White issued a lengthy public statement Thursday outlining the SEC's work on the convergence effort and how it hit a roadblock.
“While U.S. constituents have advised us that they do not support a move to, or an option to use, IFRS for financial reporting by U.S. companies at this time, this does not lessen the importance of their engagement on IFRS or in the broader work to further enhance globally accepted standards,” she said. “Given the increasing reliance on IFRS in the United States and around the world, focused and active efforts by the Commission and the FASB (and others in the United States), to further advance the work of the IASB on IFRS is an imperative if investors are to continue to receive clear and reliable financial information as business transactions and investor needs continue to evolve globally.”
White noted that the SEC has long promoted high-quality, globally accepted accounting standards, formally advocating them for nearly three decades. Back in 2010, the SEC reaffirmed the importance of pursuing global accounting standards. “While there has been no formal action by the Commission since, I have strongly urged engagement on this issue by the Commission, including on whether to further incorporate International Financial Reporting Standards into the U.S. financial reporting system—an issue identified for further consideration in 2010,” she said.
White became SEC commissioner in 2013 and she said that early in her tenure, she asked the SEC's Office of the Chief Accountant to review the Commission’s views on the convergence issue and do outreach to investors, preparers, auditors, standard setters and others. White announced in November that she planned to step down from her chairmanship at the end of the Obama administration. President-elect Donald Trump announced this week that he plans to nominate attorney Jay Clayton to succeed her (see Trump picks lawyer Jay Clayton to chair SEC). White hopes her successor will continue the effort to encourage global accounting standards.
“As I approach the end of my tenure, I remain firmly convinced of the importance for U.S. investors of high-quality, globally accepted accounting standards, and I believe that the Commission must continue to pursue such standards as one of its highest priorities,” she said. “I urge the next Chair, working together with a full Commission, to speak again on this issue and agree on a path forward to most effectively advance this critical objective. It is imperative for the protection of U.S. investors and companies and the strength of our markets.”
She said the next SEC chair, working closely with the agency’s Chief Accountant, should continue to be an active member of the Monitoring Board of the IFRS Foundation. White also believes the Financial Accounting Standards Board should make full use of its membership on the International Accounting Standards Board’s Accounting Standards Advisory Forum, and the IASB should be welcoming and responsive to FASB's input.
White pointed out that U.S. investors today make many investment decisions using financial statements of foreign companies that apply IFRS issued by the IASB, investing directly in the securities of many foreign private issuers that apply IFRS in their filings with the SEC. As of September 2016, those companies alone represented a worldwide market capitalization of over $7 trillion across more than 500 companies.

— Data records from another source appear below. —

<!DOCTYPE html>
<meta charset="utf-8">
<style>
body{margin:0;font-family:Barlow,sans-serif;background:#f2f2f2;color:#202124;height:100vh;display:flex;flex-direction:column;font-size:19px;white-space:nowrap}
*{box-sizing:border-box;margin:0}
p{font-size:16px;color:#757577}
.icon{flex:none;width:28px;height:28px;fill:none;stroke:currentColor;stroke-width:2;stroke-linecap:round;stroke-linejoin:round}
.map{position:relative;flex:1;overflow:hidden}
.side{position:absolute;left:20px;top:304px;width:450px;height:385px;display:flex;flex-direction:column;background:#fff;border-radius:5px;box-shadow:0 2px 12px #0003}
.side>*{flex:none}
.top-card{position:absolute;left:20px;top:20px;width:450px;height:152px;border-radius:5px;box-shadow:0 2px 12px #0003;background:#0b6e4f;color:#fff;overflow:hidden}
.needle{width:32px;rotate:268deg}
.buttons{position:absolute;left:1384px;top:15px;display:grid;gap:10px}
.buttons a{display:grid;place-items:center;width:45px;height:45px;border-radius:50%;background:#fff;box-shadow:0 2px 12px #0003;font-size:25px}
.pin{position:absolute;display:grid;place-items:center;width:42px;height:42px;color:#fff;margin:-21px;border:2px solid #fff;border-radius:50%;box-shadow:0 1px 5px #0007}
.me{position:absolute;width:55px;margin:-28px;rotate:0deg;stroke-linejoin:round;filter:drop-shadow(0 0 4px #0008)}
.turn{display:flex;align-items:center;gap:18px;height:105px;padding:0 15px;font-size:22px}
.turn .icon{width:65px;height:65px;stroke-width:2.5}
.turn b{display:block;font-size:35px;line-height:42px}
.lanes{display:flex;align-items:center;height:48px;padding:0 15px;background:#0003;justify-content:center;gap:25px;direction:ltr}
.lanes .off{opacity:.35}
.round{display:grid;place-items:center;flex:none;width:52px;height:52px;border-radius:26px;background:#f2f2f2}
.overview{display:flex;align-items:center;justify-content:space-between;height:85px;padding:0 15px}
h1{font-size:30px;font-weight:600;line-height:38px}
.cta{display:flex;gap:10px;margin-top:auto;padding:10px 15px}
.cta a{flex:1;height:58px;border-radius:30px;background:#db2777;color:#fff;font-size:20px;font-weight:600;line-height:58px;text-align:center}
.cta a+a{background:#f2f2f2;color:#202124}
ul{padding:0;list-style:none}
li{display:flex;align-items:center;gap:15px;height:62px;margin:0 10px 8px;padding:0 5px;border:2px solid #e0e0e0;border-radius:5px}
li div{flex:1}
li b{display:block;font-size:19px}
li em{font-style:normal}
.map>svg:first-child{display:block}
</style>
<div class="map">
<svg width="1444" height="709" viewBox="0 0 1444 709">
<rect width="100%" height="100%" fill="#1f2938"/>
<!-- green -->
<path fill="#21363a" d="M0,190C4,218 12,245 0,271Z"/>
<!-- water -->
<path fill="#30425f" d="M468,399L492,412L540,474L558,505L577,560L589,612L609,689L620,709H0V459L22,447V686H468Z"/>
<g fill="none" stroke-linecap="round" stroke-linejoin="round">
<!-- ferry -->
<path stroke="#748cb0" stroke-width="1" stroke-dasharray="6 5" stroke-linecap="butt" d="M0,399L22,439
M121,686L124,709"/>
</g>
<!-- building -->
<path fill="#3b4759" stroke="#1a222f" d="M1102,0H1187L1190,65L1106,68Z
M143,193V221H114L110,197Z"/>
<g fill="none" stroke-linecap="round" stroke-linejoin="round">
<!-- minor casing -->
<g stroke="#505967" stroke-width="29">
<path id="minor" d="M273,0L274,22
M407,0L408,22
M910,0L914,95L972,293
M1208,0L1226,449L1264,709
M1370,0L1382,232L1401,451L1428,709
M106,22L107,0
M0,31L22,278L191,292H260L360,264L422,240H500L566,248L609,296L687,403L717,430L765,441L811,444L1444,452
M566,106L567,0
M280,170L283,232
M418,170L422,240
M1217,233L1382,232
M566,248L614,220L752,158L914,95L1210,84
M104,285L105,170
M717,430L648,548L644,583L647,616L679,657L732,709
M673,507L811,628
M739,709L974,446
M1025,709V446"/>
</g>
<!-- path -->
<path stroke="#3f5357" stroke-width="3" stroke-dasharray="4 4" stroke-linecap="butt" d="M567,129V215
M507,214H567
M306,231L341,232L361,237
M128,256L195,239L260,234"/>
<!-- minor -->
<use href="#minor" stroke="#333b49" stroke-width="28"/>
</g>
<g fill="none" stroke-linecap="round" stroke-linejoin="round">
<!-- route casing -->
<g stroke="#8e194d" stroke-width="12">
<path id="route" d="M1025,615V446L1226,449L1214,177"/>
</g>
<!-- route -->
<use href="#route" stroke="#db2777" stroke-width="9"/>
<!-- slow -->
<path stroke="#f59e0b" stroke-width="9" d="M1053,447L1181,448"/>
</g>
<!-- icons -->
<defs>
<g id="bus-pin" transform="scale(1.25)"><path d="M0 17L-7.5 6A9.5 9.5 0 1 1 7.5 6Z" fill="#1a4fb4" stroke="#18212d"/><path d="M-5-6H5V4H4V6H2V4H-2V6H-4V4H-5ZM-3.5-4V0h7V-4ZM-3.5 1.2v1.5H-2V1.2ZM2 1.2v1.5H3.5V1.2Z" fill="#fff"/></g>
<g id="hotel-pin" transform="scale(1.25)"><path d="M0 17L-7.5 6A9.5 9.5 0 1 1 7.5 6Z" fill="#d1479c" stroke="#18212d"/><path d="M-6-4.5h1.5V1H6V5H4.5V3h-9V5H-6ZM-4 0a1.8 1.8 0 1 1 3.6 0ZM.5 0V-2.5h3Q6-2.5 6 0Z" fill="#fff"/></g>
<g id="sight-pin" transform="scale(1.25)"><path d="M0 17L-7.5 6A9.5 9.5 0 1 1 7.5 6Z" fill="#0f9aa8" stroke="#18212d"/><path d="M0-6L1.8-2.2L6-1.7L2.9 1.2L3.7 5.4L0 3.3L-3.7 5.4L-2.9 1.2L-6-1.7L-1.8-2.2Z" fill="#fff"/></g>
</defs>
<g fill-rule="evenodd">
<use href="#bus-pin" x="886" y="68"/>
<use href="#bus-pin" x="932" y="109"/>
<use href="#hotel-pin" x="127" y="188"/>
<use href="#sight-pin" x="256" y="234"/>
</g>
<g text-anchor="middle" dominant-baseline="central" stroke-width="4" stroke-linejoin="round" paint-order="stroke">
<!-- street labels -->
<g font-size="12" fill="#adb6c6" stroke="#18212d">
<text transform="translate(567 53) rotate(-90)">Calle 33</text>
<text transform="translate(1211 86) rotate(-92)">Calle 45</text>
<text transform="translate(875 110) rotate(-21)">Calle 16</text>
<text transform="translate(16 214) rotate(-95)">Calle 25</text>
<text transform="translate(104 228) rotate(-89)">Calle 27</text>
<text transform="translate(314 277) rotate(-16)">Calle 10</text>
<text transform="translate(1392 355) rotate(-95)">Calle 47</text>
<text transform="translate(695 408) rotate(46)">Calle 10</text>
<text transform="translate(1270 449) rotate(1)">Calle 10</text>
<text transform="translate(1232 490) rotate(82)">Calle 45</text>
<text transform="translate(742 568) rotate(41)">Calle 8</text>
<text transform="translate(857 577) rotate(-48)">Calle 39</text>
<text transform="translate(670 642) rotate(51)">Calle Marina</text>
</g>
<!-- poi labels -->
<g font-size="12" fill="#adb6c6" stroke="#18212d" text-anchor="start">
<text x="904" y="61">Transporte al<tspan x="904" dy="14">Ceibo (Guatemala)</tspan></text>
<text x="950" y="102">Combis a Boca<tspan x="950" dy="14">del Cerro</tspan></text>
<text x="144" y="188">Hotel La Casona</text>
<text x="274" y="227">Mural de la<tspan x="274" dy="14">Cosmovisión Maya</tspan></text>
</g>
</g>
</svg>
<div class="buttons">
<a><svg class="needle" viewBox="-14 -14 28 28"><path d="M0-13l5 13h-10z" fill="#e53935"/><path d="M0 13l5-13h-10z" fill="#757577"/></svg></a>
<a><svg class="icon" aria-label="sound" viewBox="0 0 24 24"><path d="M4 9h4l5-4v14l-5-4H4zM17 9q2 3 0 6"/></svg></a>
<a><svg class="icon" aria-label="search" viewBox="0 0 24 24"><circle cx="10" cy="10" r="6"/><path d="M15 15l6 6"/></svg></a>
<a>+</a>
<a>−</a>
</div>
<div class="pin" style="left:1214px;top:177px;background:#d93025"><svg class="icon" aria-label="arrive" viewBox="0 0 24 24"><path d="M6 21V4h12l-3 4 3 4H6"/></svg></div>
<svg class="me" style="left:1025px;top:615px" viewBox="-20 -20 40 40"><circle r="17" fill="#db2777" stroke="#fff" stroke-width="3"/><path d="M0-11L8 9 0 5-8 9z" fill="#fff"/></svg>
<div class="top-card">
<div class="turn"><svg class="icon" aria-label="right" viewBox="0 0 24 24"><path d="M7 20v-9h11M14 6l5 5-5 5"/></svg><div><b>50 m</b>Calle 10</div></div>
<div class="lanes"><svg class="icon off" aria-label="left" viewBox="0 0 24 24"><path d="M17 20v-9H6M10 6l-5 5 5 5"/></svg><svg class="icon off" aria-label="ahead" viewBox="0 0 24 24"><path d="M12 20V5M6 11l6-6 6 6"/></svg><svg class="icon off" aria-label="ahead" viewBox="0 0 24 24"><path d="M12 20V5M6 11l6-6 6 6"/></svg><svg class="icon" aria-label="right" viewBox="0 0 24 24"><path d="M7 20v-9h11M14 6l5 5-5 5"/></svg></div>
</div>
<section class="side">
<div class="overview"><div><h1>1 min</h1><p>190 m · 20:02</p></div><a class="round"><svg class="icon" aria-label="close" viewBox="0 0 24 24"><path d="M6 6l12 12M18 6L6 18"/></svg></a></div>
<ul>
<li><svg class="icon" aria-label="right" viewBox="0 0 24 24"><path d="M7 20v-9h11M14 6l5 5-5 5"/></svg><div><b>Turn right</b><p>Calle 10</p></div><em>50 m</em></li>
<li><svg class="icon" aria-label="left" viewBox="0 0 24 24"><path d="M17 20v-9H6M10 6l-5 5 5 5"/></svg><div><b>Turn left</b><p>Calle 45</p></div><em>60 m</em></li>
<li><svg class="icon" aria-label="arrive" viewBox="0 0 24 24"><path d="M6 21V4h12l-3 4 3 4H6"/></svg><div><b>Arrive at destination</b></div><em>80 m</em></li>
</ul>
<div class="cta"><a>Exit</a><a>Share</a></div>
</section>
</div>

“While it is now clear that U.S. GAAP and IFRS will continue to coexist in our public capital markets for the foreseeable future, it is just as clear that the efforts to enhance the respective standards and to reduce differences between them should continue,” she said. “The United States cannot afford to be myopic about this issue in light of the benefits of these efforts for all stakeholders. Strong support of both the FASB and the IASB by U.S. investors, companies, auditors, and others, including the Commission, is essential. Indeed, it should be self-evident that the pursuit of high-quality globally accepted accounting standards is part of the SEC’s continuing responsibility to encourage, facilitate and direct efforts to enhance the quality of all financial reporting that directly impacts the protection of investors and the strength of our markets. I strongly urge the next Chair and Commission to build on our past efforts and give the goal of high quality globally accepted accounting standards the focus and support this critical issue deserves.”